Wednesday, 12 May 2010

Matters of Public Importance

Rudd Labor Government

4:33 pm

Photo of David FeeneyDavid Feeney (Victoria, Australian Labor Party) Share this | Hansard source

The fact is that the opposition wants Australia to forget that they opposed our stimulus measures. Those opposite voted against our investments in infrastructure and against our schools building program. As we can now see very clearly, it was those projects that have served to preserve over 200,000 jobs and save thousands of small businesses from bankruptcy. If those opposite had had their way, unemployment would now be at eight or even 10 per cent, as was forecast when the crisis first struck and as is now the case in many comparable countries. The opposition criticises our stimulus spending but ignores the fact that 70 per cent of the government’s stimulus spending consisted of investments in infrastructure, projects that the previous government failed to fund because it was too busy wasting money on regional rorts and middle-class welfare for its own supporters. The Rudd government’s stimulus consisted of investment in roads, rail, ports and bridges—investments that will pay for themselves over the coming decades through higher productivity. As we can now see, it was that prompt response which kept this country out of recession, preserved Australian jobs and preserved Australian businesses.

Let us look at the allegation by the opposition that this is a high-taxing government. This assertion is just plain wrong. This government cut income tax in its first budget, as we said we would during the 2007 election campaign, and we have not increased income tax in subsequent budgets. At this budget, we are delivering the third instalment of those income tax cuts. This year’s cut is worth $450 a year for someone earning $50,000 a year. As Tim Colebatch pointed out in this morning’s Melbourne Age, income tax on individuals as a share of GDP is at a 40-year low. In this budget we are cutting company tax by two per cent, from 30 per cent to 28 per cent, to help give further assistance to Australian small businesses.

When one looks at the facts, when one looks at the history, one can see that those opposite are relying on tired slogans and stereotypes. It might suit them well.

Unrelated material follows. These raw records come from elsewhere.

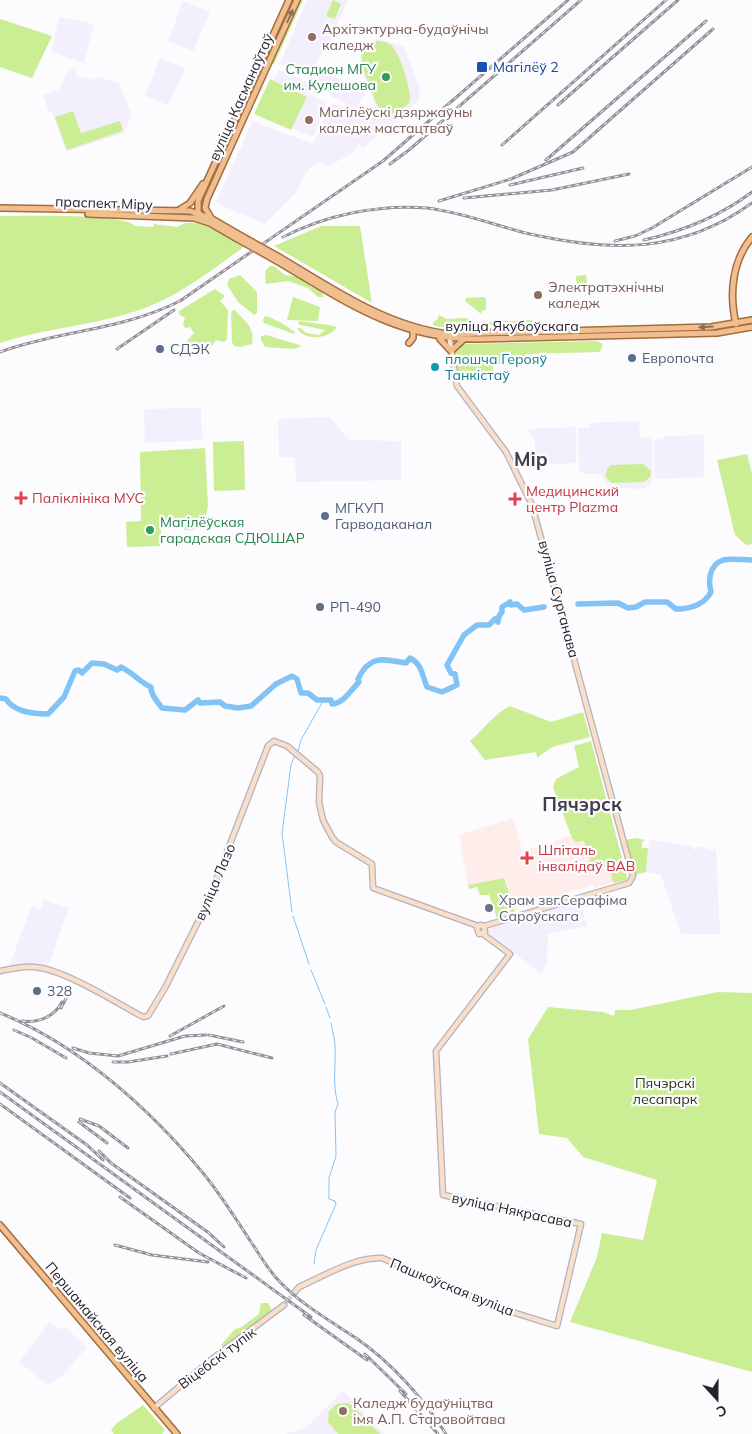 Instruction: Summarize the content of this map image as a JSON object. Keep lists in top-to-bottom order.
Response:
{
  "streets": {
    "main road": [
      "вуліца Касманаўтаў",
      "праспект Міру",
      "вуліца Якубоўскага",
      "вуліца Сурганава",
      "вуліца Лазо",
      "вуліца Някрасава",
      "Пашкоўская вуліца",
      "Першамайская вуліца",
      "Віцебскі тупік"
    ]
  },
  "crossings": [
    ["вуліца Касманаўтаў", "праспект Міру"],
    ["праспект Міру", "вуліца Якубоўскага"],
    ["вуліца Якубоўскага", "вуліца Сурганава"],
    ["вуліца Сурганава", "вуліца Лазо"],
    ["вуліца Сурганава", "вуліца Някрасава"],
    ["вуліца Лазо", "вуліца Някрасава"],
    ["вуліца Някрасава", "Пашкоўская вуліца"],
    ["Першамайская вуліца", "Віцебскі тупік"]
  ],
  "districts": ["Мір", "Пячэрск"],
  "parks": ["Пячэрскі лесапарк"],
  "places": {
    "other": [
      "Архітэктурна-будаўнічы каледж",
      "Стадион МГУ им. Кулешова",
      "Магілёўскі дзяржаўны каледж мастацтваў",
      "Электратэхнічны каледж",
      "СДЭК",
      "Европочта",
      "плошча Герояў Танкістаў",
      "МГКУП Гарводаканал",
      "Магілёўская гарадская СДЮШАР",
      "РП-490",
      "Храм звг.Серафіма Сароўскага",
      "328",
      "Каледж будаўніцтва імя А.П. Старавойтава"
    ],
    "transit": ["Магілёў 2"],
    "health": ["Паліклініка МУС", "Медицинский центр Plazma", "Шпіталь інвалідаў ВАВ"]
  },
  "north": "bottom"
}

It might be comfortable for them to complain about the fact that Labor is the party of big government and big taxation, but the facts tell a very different story. The facts tell a story that when you were in office the rise of big government conservatism was in full flight. We had a Prime Minister who in an election speech spent $94 million a minute desperately paying off every single interest group he could lay his hands on. I am sure Senator Fifield, if he was ever struck with a bout of honesty, would be able to stand up in this place and tell us some hair-curling stories about a Treasurer who desperately tried to prevail on a Liberal Prime Minister to spend less, who desperately tried to prevail on John Howard to protect the Australian taxation base rather than fritter it away in his extravagant promises and in his orgy of pork-barrelling. These are the stories Senator Fifield could give us if he was so inclined and I would encourage him to do so.